Management of congenital malformations comprises a large part of pediatric surgical care and demands significant healthcare resources. Despite increased utilization of in-vitro fertilization (IVF), associations between birth defects and IVF are poorly understood. Even less is known regarding other fertility-related services (FRS). The aim of this study was to identify the risk of specific congenital malformations associated with IVF and FRS.
Infants born after use of IVF or FRS (fertility-enhancing drugs, artificial insemination or intrauterine insemination) were identified from the California Linked Birth Cohort Dataset from 2006-2007. This dataset provides hospital admission data for all infants born in California linked with vital statistics and maternal prenatal and hospital records for the first year of life. Maternal age, parity, plurality and race were extracted alongside infant gender and year of birth. These factors were used to create propensity matched control groups of infants conceived naturally. Major congenital malformations were identified using ICD-9 diagnostic codes. Birth defects were divided anatomically by system affected. Unadjusted bivariate analysis was conducted to determine baseline differences between infants born after IVF versus matched controls. Firth multivariate logistic regression was utilized to identify factors associated with birth defects using a penalized likelihood to address the occurrence of rare events (i.e. birth defects).
Overall, 3,463 infants with major congenital malformations were identified among 4,795 infants born after IVF and 46,025 naturally conceived matched controls. Birth defects were significantly increased for infants born after IVF (9.0% vs. 6.6%, p-value <0.001). Major malformations of the eye (0.3% vs 0.2%, p-value 0.008), head and neck (1.0% vs. 0.7%, p-value 0.031), heart (4.8% vs. 3.0%, p-value <0.001) and genitourinary system (1.5% vs. 1.0%, p-value 0.002) were increased in IVF infants. Infants with chromosomal abnormalities were uncommon but present in a lower proportion in the IVF group (0.2% vs. 0.5%, p-value <0.001). After adjusting for infant and maternal factors, IVF infants exhibited increased odds of major malformations (OR 1.25, 95% CI 1.12-1.39). Specifically, IVF infants had an increased likelihood of defects of the eye (OR 1.81, 95% CI 1.04-3.16), heart (OR 1.41, 95% CI 1.22-1.64) and genitourinary system (OR 1.40, 95% CI 1.09-1.82) but decreased likelihood of chromosomal abnormalities (OR 0.31, 95% CI 0.15-0.63). However, odds of congenital malformation after FRS alone (n=1,749) were non-significant (OR 1.08, 95% CI 0.89-1.31) compared to a separate matched control group.

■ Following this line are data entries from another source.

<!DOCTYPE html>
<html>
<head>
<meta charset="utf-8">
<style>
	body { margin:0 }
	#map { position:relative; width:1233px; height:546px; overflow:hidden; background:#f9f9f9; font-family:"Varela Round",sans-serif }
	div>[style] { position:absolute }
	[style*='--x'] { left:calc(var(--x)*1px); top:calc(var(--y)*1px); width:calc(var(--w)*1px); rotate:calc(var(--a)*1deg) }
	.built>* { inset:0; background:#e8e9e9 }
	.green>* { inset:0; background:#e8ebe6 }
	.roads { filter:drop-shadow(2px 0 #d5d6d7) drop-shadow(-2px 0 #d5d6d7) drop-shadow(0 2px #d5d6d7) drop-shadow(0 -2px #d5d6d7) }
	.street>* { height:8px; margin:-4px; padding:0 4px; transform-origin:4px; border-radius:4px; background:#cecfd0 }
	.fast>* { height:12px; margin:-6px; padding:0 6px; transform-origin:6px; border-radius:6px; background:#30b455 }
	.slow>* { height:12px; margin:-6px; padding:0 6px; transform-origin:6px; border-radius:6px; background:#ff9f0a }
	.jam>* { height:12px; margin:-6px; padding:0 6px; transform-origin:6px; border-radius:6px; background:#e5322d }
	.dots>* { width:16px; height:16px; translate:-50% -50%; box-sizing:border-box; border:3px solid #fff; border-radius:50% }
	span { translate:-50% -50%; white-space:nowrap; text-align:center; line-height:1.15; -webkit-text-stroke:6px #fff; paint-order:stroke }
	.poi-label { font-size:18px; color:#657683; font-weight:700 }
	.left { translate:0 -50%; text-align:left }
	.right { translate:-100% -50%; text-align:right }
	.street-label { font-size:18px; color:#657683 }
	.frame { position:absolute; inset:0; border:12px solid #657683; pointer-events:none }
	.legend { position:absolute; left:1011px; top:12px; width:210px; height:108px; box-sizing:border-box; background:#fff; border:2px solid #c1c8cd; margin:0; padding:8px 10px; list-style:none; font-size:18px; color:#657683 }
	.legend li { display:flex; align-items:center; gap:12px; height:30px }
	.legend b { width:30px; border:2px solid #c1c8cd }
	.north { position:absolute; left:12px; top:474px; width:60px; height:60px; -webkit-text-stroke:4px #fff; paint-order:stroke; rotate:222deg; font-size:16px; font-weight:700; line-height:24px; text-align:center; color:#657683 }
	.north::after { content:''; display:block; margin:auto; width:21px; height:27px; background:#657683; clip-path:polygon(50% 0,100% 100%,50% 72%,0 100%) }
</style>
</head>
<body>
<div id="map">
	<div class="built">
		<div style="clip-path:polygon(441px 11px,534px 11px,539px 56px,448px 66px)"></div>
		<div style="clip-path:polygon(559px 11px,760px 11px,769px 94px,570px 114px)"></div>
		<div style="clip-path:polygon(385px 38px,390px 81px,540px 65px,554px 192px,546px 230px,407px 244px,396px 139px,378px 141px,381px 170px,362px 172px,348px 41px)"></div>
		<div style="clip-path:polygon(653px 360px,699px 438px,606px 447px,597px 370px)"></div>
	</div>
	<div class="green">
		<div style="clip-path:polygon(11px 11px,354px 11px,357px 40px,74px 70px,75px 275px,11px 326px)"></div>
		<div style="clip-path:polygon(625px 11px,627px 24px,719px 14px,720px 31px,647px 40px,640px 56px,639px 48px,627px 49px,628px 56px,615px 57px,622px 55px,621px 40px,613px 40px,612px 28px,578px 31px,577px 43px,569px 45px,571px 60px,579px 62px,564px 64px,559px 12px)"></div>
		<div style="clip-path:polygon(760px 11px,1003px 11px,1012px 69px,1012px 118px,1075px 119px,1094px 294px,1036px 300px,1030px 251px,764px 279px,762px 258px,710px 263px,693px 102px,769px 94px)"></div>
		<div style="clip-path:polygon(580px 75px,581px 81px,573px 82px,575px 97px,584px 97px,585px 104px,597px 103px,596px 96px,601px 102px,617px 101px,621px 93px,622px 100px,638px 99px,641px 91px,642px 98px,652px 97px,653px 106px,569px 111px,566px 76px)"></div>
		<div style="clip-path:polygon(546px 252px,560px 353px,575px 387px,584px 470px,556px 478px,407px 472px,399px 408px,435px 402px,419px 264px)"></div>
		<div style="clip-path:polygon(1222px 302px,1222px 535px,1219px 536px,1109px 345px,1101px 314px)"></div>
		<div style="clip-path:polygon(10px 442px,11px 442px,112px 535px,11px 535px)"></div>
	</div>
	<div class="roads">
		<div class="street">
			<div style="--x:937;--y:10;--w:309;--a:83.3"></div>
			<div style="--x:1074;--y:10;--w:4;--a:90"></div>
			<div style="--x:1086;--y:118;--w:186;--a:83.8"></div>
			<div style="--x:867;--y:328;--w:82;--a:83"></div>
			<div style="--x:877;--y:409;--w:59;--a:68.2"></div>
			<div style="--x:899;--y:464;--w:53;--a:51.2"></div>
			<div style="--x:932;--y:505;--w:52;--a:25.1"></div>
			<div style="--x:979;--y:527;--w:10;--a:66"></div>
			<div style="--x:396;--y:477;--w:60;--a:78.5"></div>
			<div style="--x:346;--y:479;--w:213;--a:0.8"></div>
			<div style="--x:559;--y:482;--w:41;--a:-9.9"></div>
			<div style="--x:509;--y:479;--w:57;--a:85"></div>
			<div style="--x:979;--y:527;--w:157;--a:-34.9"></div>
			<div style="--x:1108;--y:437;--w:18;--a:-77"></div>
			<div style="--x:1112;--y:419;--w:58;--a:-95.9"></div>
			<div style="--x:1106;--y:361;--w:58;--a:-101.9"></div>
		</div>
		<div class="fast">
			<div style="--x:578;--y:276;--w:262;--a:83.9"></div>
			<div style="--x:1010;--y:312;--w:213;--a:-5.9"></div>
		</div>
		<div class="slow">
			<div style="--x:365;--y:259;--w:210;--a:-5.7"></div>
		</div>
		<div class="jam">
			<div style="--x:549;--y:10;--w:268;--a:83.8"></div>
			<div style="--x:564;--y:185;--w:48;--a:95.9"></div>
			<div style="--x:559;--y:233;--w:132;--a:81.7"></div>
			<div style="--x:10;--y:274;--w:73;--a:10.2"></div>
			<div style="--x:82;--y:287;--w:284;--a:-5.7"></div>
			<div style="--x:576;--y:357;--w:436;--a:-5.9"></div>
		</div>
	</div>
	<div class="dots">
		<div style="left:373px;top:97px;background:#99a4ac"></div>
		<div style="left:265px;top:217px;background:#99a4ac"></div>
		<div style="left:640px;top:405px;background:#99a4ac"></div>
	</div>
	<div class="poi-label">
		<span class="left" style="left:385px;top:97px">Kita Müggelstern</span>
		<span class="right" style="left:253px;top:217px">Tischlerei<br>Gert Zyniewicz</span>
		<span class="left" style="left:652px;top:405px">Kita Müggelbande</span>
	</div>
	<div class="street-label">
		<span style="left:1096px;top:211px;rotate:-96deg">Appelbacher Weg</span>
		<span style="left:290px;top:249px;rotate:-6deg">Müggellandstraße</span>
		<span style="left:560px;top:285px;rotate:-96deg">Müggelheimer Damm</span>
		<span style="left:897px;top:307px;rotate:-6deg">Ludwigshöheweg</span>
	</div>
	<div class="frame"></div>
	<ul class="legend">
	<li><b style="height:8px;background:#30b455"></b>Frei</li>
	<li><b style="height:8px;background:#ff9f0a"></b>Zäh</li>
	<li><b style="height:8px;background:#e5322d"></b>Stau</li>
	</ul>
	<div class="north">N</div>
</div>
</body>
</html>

IVF independently contributes a significant risk of congenital malformation in addition to known maternal factors. In particular, defects of the eye, heart and genitourinary system are more likely in infants born after IVF. Use of FRS alone is not associated with increased risk of malformation. These results underscore the importance of accurate prenatal counseling for parents considering IVF and multidisciplinary coordination of care prior to delivery.